07/04/29 19:43:47
単純には喜べぬ昭和
きょうのきょうになっても「天皇誕生日」や「みどりの日」と勘違いしている人はいない
だろうか。キツネにつままれたような感じだが2年前の国会で法案は成立している。
国民の祝日に関する法律はその意義を「国民こぞつて祝い、感謝し、又は記念する日」
と定めている。今年から始まった「昭和の日」は何を祝い誰に感謝する日なのだろう。
まさか中国や朝鮮半島、東南アジアに侵略した20年間を礼賛する日ではないと思うが。
言論が弾圧され隣保班の名のもとに相互監視し、マルクスなど読んでいたら憲兵に
連行されるような悪夢が終戦まで続いた。軍服を着せられ、弾薬や食料もない海外に
送られ「人を殺せ」と命じられるのは62年前で終わりとしたい。
戦後は米国の軍事力に守られながら、軍国主義から経済至上主義へ転換した。朝鮮戦争や
東京五輪、大阪万博などを追い風に、世界第二位の経済大国へ駆け上がった。モノにあふれた
豊かさは誰しもが享受しているものの、心の豊かさを実感している人は少ない。
フリーター、ニート、引きこもり、ワーキングプア。いろんな名称で呼ばれる階層が生まれ
続けているが、餓死しない時代に生きている。
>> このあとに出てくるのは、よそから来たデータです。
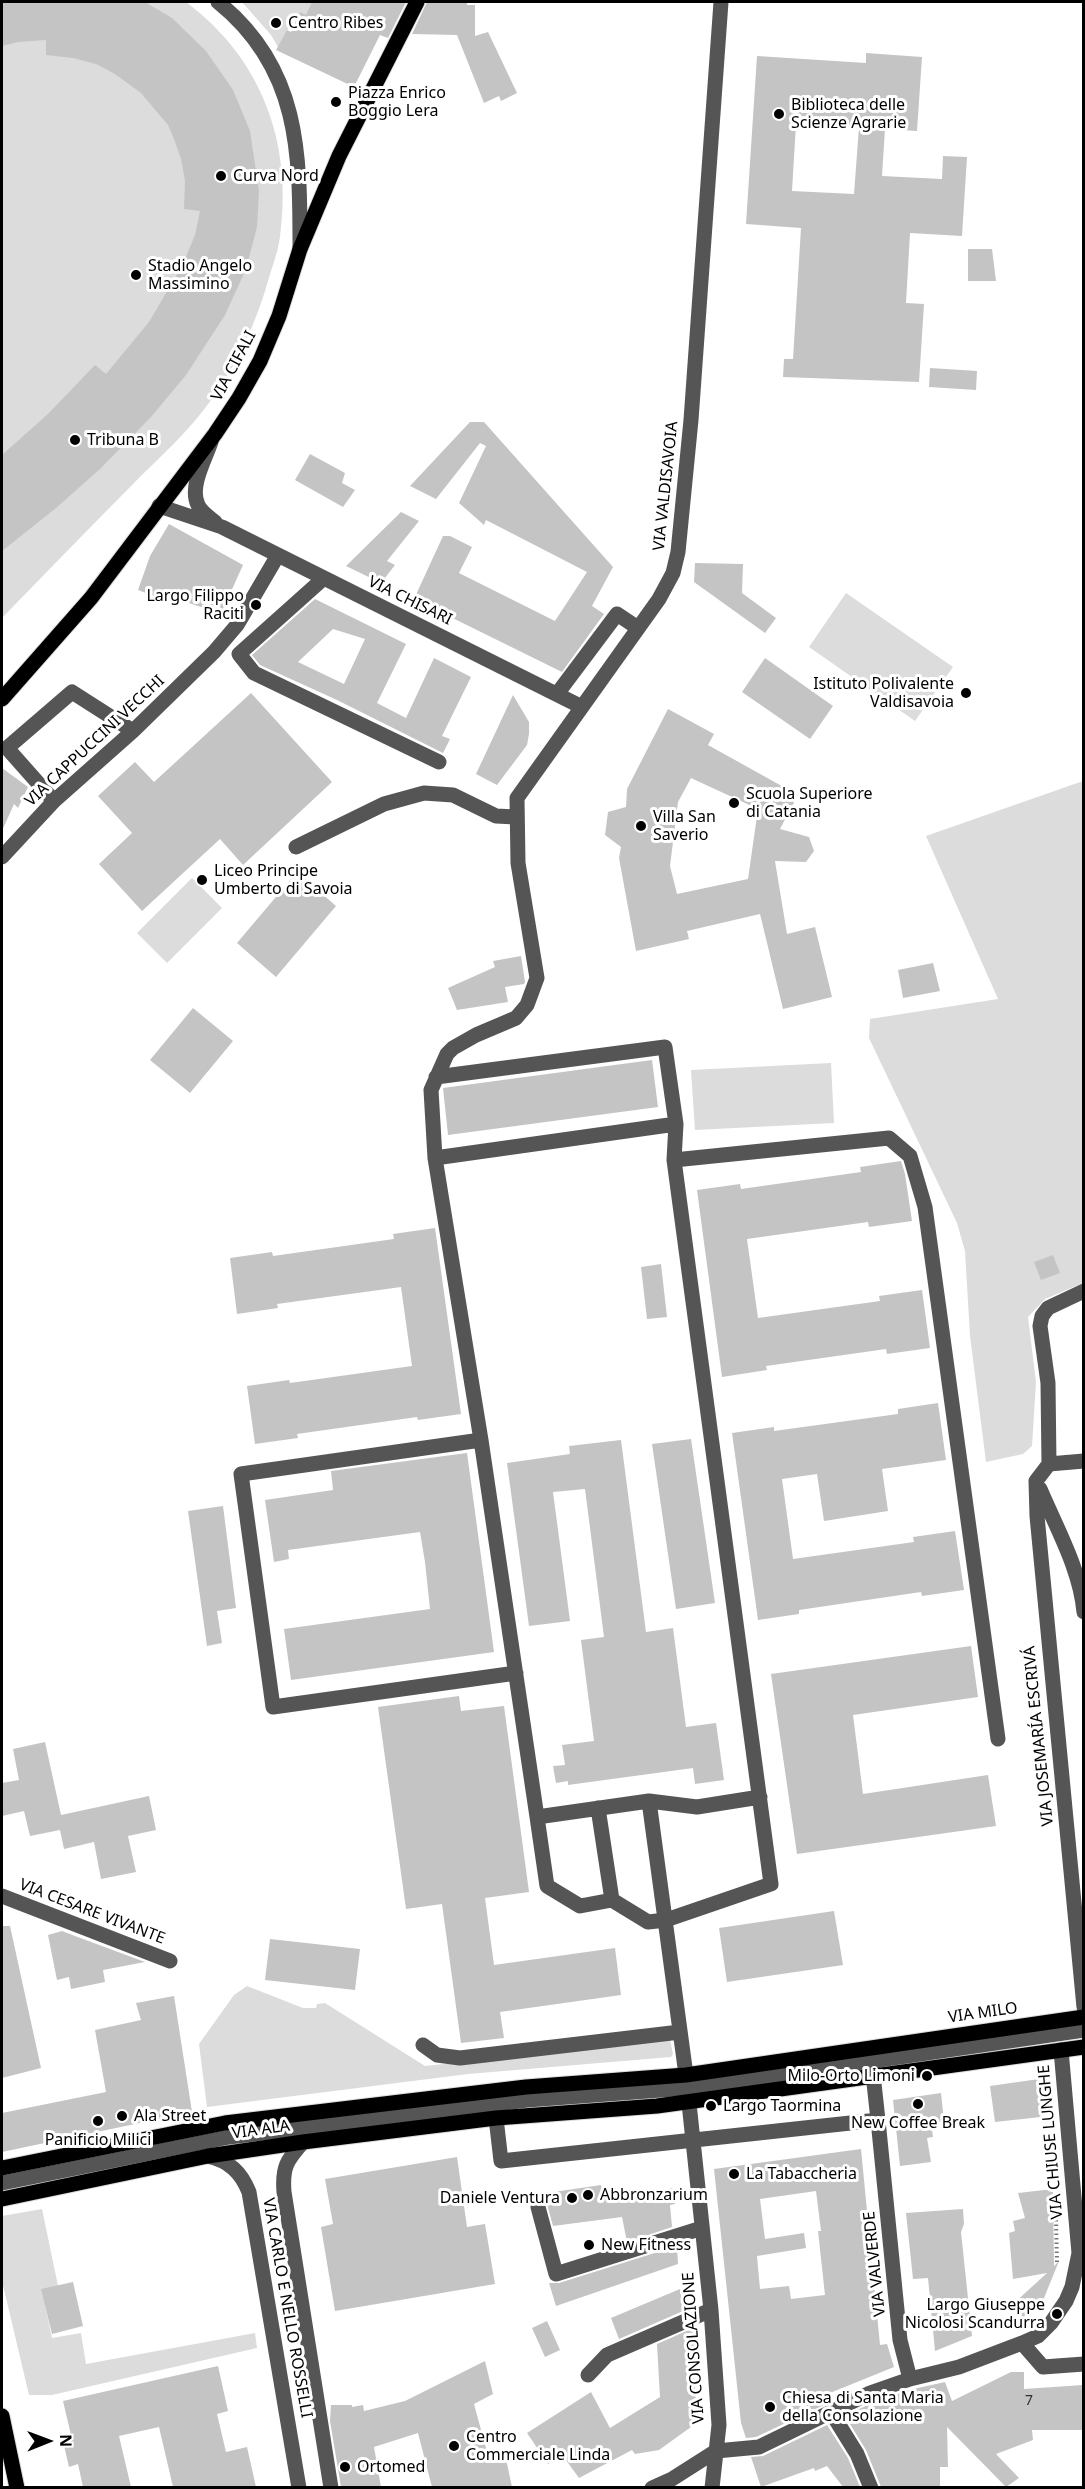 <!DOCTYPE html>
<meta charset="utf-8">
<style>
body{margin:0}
#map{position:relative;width:1085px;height:2489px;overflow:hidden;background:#fff;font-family:"Noto Sans",sans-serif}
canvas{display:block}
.frame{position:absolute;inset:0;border:3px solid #000;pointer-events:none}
.north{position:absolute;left:18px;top:2411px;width:60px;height:60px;-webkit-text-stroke:4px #fff;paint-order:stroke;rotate:89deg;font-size:16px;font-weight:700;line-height:24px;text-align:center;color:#000}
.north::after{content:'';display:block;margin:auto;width:21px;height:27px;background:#000;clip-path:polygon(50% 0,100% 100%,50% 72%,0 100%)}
</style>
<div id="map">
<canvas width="1085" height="2489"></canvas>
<div class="frame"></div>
<div class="north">N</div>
</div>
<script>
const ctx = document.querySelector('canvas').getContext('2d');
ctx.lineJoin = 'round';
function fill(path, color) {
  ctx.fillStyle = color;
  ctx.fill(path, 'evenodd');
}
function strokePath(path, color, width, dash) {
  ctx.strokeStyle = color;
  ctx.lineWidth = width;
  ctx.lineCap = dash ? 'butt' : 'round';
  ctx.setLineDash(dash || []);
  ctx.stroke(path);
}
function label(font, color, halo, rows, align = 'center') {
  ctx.font = font + ' "Noto Sans",sans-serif';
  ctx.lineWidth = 6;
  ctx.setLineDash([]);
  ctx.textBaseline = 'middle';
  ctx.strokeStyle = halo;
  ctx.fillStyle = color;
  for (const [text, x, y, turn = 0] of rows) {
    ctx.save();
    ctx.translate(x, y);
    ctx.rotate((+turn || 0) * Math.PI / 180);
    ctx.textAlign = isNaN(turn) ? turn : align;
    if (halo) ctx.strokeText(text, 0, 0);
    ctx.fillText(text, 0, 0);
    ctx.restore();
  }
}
fill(new Path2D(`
 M 2,2 L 186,2 C 262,59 293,143 280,237 C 278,252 272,267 268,281 C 254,330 231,377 198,417 C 179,440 156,461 135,482 C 90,527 46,573 2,618 Z
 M 242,2 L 330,2 L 315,30 L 293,20 L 278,47 L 271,35 Z
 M 846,593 L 953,667 L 915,721 L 809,647 Z
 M 1083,781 L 1083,1283 L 1045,1299 L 1028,1317 L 1036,1382 L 1032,1446 L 1023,1454 L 986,1462 L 970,1336 L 965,1251 L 957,1223 L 869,1038 L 870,1019 L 998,999 L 926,836 Z
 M 192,878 L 222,908 L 167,963 L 137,933 Z
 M 831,1063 L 834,1123 L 695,1130 L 691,1070 Z
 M 247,1986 L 303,2008 L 316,2008 L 317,2004 L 325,2003 L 425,2066 L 670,2040 L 673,2054 L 671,2057 L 468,2074 L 207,2107 L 199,2044 L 234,1995 Z
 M 42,2209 L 58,2286 L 42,2290 L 52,2338 L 81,2333 L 86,2364 L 255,2333 L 257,2348 L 52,2395 L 29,2395 L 2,2281 L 2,2216 Z`), '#dcdcdc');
fill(new Path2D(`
 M 2,2 L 145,2 L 172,18 L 206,51 L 233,90 L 250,131 L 259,191 L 257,227 L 246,269 L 225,315 L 186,375 L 151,417 L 100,469 L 56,508 L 2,551 L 2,455 L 48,414 L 95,365 L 106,374 L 149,322 L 182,266 L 195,235 L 200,211 L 184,209 L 185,181 L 181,159 L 174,139 L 168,125 L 141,93 L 115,74 L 96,64 L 73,58 L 46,55 L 46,40 L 18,42 L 2,46 Z
 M 312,2 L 406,2 L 388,38 L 380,35 L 354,87 L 276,50 L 287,30 L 291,32 L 300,12 L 306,15 Z
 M 427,2 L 467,2 L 467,5 L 475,5 L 475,36 L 488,32 L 517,93 L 501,101 L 499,96 L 484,103 L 457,35 L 412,34 Z
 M 866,53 L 922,57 L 917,131 L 885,129 L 882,176 L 942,179 L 943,156 L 967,157 L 962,236 L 910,233 L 906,303 L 924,304 L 919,382 L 783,377 L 784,359 L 793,359 L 801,228 L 746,224 L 757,56 L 866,63 ZM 796,124 L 859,127 L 854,194 L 792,191 Z
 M 968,249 L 992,249 L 996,281 L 968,281 Z
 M 930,368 L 977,371 L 976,390 L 929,387 Z
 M 470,422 L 484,422 L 613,567 L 592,606 L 604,614 L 562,672 L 414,599 L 443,536 L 450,536 L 472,547 L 459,573 L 555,621 L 587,572 L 486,520 L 484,525 L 459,503 L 486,446 L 480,443 L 436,499 L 410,486 Z
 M 310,454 L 345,473 L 342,483 L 355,490 L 343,507 L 295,480 Z
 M 401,512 L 419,521 L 387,561 L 395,565 L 381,583 L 346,566 Z
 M 169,524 L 243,565 L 219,618 L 203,610 L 204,608 L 165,595 L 164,600 L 138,590 L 150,556 Z
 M 695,563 L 743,564 L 742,593 L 776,618 L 765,633 L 694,582 Z
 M 315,599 L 406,644 L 377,703 L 406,718 L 434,658 L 471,677 L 442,736 L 450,739 L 443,753 L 337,700 L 260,665 L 252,655 ZM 333,629 L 365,639 L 344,684 L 298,662 Z
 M 765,658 L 833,706 L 810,739 L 742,692 Z
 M 251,693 L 332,782 L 243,865 L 220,839 L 142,911 L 99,864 L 132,833 L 98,796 L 135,762 L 154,782 Z
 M 513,695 L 529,722 L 529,734 L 527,745 L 497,785 L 476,774 Z
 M 668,709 L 714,734 L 708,745 L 798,795 L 780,829 L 809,837 L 814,851 L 806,862 L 775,861 L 787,934 L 815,927 L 832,997 L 783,1009 L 760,914 L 687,931 L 689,939 L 636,951 L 619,858 L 621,847 L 605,835 L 608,812 L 626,807 L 627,789 ZM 691,778 L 758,809 L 748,879 L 677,894 L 670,866 L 678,802 Z
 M 2,768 L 28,787 L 18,808 L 14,804 L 2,831 Z
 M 297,872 L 336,906 L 276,977 L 237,943 Z
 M 521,956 L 525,982 L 524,984 L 505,987 L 508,1002 L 457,1010 L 448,988 L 495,967 L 493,961 Z
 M 933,963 L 940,991 L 903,998 L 898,970 Z
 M 193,1008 L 233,1041 L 190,1093 L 150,1060 Z
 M 652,1060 L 658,1107 L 448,1135 L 443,1088 Z
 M 901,1161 L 905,1174 L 912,1221 L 869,1227 L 868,1222 L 747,1239 L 758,1318 L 880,1301 L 879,1296 L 922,1290 L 930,1348 L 887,1354 L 886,1349 L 766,1366 L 767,1370 L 722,1377 L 697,1190 L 740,1184 L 741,1189 L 861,1172 L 860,1167 Z
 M 435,1228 L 461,1414 L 418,1420 L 417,1417 L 297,1434 L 298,1438 L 255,1444 L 247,1386 L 289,1380 L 290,1383 L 412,1366 L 401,1287 L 277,1304 L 278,1308 L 237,1314 L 230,1258 L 272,1252 L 273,1256 L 394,1239 L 393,1234 Z
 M 1053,1255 L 1060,1273 L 1041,1280 L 1034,1262 Z
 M 661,1264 L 667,1317 L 647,1319 L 641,1267 Z
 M 938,1403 L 946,1460 L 882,1469 L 888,1511 L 824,1521 L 817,1474 L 782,1479 L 793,1559 L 914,1542 L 913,1537 L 955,1531 L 964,1590 L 922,1596 L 921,1592 L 799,1610 L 799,1614 L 758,1620 L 732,1433 L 774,1427 L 774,1431 L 898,1414 L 898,1409 Z
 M 691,1439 L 715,1603 L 676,1609 L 652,1444 Z
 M 621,1440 L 646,1632 L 673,1628 L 686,1727 L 716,1723 L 724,1780 L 695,1784 L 693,1768 L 568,1785 L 568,1781 L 556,1783 L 553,1766 L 565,1765 L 562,1745 L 594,1741 L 581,1640 L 604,1637 L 585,1489 L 553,1492 L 570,1621 L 529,1626 L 507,1463 L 570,1454 L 569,1446 Z
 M 467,1453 L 494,1652 L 291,1680 L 284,1629 L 430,1609 L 425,1562 L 420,1532 L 288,1550 L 289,1559 L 274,1562 L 265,1500 L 333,1490 L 331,1471 Z
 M 223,1506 L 236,1608 L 217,1611 L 222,1643 L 207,1646 L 188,1511 Z
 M 971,1646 L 978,1697 L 853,1715 L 863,1794 L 988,1775 L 996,1826 L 797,1854 L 771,1674 Z
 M 459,1696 L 461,1711 L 504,1706 L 529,1892 L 485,1898 L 494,1965 L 615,1948 L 621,1995 L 500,2012 L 504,2038 L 461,2043 L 442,1904 L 406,1909 L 378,1707 Z
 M 45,1742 L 61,1815 L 149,1796 L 156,1830 L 128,1836 L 136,1872 L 101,1879 L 94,1842 L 64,1849 L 60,1830 L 30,1836 L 24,1811 L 2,1816 L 2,1783 L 19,1780 L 13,1749 Z
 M 834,1911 L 843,1965 L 727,1982 L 719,1928 Z
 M 2,1926 L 10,1926 L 41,2068 L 2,2078 Z
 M 62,1931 L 75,1936 L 145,1962 L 103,1970 L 105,1982 L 71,1989 L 69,1977 L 57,1980 L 48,1935 Z
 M 270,1939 L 360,1949 L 355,1990 L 265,1980 Z
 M 174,1996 L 192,2112 L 2,2152 L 2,2113 L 106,2092 L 95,2030 L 141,2020 L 136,2003 Z
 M 1046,2078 L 1050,2116 L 995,2122 L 990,2086 Z
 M 941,2093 L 944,2121 L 931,2123 L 933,2137 L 927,2138 L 931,2162 L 900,2166 L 893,2100 Z
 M 861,2149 L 880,2345 L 887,2344 L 894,2367 L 825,2395 L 828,2403 L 756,2437 L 746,2438 L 741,2423 L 714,2169 ZM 816,2191 L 821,2231 L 818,2231 L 825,2295 L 791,2299 L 789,2286 L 760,2289 L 757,2256 L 806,2248 L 804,2233 L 765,2239 L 760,2199 Z
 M 457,2157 L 467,2227 L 485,2224 L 495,2284 L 335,2311 L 321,2227 L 333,2224 L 325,2179 Z
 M 601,2185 L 603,2197 L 673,2188 L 675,2204 L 670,2205 L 672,2227 L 627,2242 L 622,2217 L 553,2226 L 547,2204 L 540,2194 Z
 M 1053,2189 L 1054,2266 L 1059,2261 L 1044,2298 L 1034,2311 L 1020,2323 L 1012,2305 L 1047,2273 L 1013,2279 L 1009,2233 L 1015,2231 L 1013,2221 L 1025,2218 L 1018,2193 Z
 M 963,2209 L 964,2224 L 961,2232 L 972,2336 L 935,2351 L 928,2278 L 913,2279 L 906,2213 Z
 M 677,2246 L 678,2264 L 556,2306 L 549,2283 L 559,2283 Z
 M 73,2282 L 83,2326 L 52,2334 L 41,2289 Z
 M 680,2289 L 683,2311 L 619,2339 L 611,2318 Z
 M 547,2321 L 560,2350 L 545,2357 L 532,2328 Z
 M 691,2329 L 697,2330 L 698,2366 L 693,2366 L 698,2422 L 659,2450 L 635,2454 L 632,2450 L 579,2478 L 563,2456 L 548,2464 L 527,2433 L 591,2392 L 610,2428 L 660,2397 L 657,2344 Z
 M 485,2361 L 493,2394 L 474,2404 L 490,2463 L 506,2459 L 512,2487 L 432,2487 L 418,2433 L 374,2447 L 381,2487 L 341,2487 L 330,2421 L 331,2405 L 352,2405 L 352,2407 L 363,2405 L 364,2411 L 405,2401 Z
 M 218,2366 L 228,2411 L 217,2414 L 226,2452 L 247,2447 L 256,2487 L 173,2487 L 159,2427 L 119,2436 L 131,2487 L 83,2487 L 78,2464 L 69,2467 L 62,2437 L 71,2435 L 63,2401 Z
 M 1011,2372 L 1024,2372 L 1024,2389 L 1083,2385 L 1083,2430 L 1032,2430 L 1033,2440 L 996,2454 L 1019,2478 L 1006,2487 L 947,2427 L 948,2467 L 940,2467 L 940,2487 L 881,2487 L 866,2450 L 845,2416 L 874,2402 L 909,2390 L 945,2382 L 952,2401 Z
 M 827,2425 L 848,2458 L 860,2487 L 843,2487 L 827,2466 L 815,2471 L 814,2468 L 761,2487 L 751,2457 L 763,2456 Z`), '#c4c4c4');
const major = new Path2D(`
 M 2,699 L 91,598 L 215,434 L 239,398 L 260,361 L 279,316 L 300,249 L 339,156 L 417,2
 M 2,2168 L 225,2123 L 526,2087 L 686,2075 L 1084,2017
 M 2,2199 L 208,2156 L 303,2142 L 496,2118 L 657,2106 L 1084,2047
 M 2,2416 L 17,2488`);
strokePath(major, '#dbdbdb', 17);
strokePath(new Path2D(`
 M 1056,2220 L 1057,2263`), '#777', 4, [1.5, 3]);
strokePath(new Path2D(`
 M 218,2 C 300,68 300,153 300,249
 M 211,442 C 205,460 189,487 198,505 C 201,512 209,517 215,522
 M 159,506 L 222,527 L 582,707
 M 324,578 L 239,654 L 254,673 L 439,762
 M 557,694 L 617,614 L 638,628
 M 54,801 L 7,748 L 72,692 L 133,731
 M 296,847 L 384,804 L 424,793 L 453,795 L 496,816 L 516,817
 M 2,857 L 54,801 L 133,731 L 214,652 L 237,625 L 278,555
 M 436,1077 L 665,1047 L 676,1124
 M 435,1158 L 676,1124 L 674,1160 L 771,1884 L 666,1920 L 648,1922 L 612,1900 L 598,1808
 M 674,1160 L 889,1138 L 910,1156 L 925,1207 L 998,1739
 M 481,1440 L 241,1474 L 273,1707 L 516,1673
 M 1049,1464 L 1036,1481 L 1037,1516 L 1084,2007
 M 1049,1464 L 1048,1383 L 1040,1326 L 1042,1316 L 1048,1308 L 1084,1291
 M 1049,1464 L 1084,1461
 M 1040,1489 C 1057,1529 1080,1569 1084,1612
 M 649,1801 L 697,1807 L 760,1797
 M 537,1817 L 547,1886 L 580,1906 L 612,1900
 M 2,1896 L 170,1961
 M 423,2045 L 437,2055 L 460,2058 L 680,2032
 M 496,2118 L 501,2161 L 878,2120 L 872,2065
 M 878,2120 L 900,2340 L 910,2379
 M 303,2142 C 287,2160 282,2167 284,2192 L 331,2488
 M 208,2156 C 229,2161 241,2172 249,2192 L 299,2488
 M 2,2183 L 229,2137 L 527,2100 L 687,2088 L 1084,2030
 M 538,2207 L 556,2274 L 702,2228
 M 1022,2343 L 1043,2367 L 1084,2364
 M 588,2375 L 607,2355 L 711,2310
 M 831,2412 L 857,2454 L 871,2488
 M 652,2488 L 672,2479 L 716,2451 L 759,2447 L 870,2393 L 910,2379 L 959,2367 L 1022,2343 L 1038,2336 L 1051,2323 L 1066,2301 L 1072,2287 L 1079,2253 L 1061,2050
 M 712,2488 L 719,2425 L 711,2310 L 686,2075 L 649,1801 L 537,1817 L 481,1440 L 435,1158 L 431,1090 L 447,1054 L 453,1048 L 476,1035 L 516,1018 L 527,1005 L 537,978 L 518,863 L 517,798 L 659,599 L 673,573 L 678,552 L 691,420 L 721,2`), '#555', 15);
strokePath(major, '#000', 15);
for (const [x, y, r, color] of [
 [276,23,6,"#000"],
 [336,102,6,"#000"],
 [779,114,6,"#000"],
 [221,176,6,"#000"],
 [136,275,6,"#000"],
 [75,440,6,"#000"],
 [256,605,6,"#000"],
 [966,693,6,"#000"],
 [734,803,6,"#000"],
 [641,826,6,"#000"],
 [202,880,6,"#000"],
 [927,2076,6,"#000"],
 [918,2104,6,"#000"],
 [711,2106,6,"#000"],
 [122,2116,6,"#000"],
 [98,2121,6,"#000"],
 [734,2174,6,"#000"],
 [588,2195,6,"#000"],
 [572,2198,6,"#000"],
 [589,2245,6,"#000"],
 [1057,2314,6,"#000"],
 [770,2407,6,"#000"],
 [454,2446,6,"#000"],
 [345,2467,6,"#000"]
]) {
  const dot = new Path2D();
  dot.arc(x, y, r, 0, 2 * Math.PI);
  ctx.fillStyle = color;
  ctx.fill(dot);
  strokePath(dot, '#fff', 2);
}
label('14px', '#313131', null, [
 ["7",1029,2401]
]);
label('16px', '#000', '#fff', [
 ["Centro Ribes",288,23],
 ["Piazza Enrico",348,93],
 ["Boggio Lera",348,111],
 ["Biblioteca delle",791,105],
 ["Scienze Agrarie",791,123],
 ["Curva Nord",233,176],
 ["Stadio Angelo",148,266],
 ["Massimino",148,284],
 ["Tribuna B",87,440],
 ["Largo Filippo",244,596,"right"],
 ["Raciti",244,614,"right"],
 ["Istituto Polivalente",954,684,"right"],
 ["Valdisavoia",954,702,"right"],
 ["Scuola Superiore",746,794],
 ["di Catania",746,812],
 ["Villa San",653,817],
 ["Saverio",653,835],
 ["Liceo Principe",214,871],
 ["Umberto di Savoia",214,889],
 ["Milo-Orto Limoni",915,2076,"right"],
 ["Largo Taormina",723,2106],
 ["Ala Street",134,2116],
 ["New Coffee Break",918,2123,"center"],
 ["Panificio Milici",98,2140,"center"],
 ["La Tabaccheria",746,2174],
 ["Abbronzarium",600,2195],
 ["Daniele Ventura",560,2198,"right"],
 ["New Fitness",601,2245],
 ["Largo Giuseppe",1045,2305,"right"],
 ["Nicolosi Scandurra",1045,2323,"right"],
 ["Chiesa di Santa Maria",782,2398],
 ["della Consolazione",782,2416],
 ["Centro",466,2437],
 ["Commerciale Linda",466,2455],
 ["Ortomed",357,2467]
], 'left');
label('16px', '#000', '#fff', [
 ["VIA CIFALI",234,366,-62],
 ["VIA VALDISAVOIA",666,486,-84],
 ["VIA CHISARI",410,601,26],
 ["VIA CAPPUCCINI VECCHI",95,741,-43],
 ["VIA JOSEMARÍA ESCRIVÁ",1039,1736,-96],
 ["VIA CESARE VIVANTE",92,1912,21],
 ["VIA MILO",983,2013,-8],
 ["VIA ALA",261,2130,-8],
 ["VIA CHIUSE LUNGHE",1051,2142,-95],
 ["VIA VALVERDE",875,2264,-96],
 ["VIA CARLO E NELLO ROSSELLI",287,2308,80],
 ["VIA CONSOLAZIONE",694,2348,-94]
]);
</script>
とりあえず。だが耳をそばだてていると、
戦前を容認する発言が知識人や政治家に相次いでいる。
戦前の影と戦後の光ばかりが強調されがちだが、昭和はそう単純に解明できる時代ではない。
万歳万歳と喜んでばかりいると潮目を見逃してしまう気がする。昭和を描いた書籍や映画は
ちまたにあふれる。自らの昭和を考える日としたい。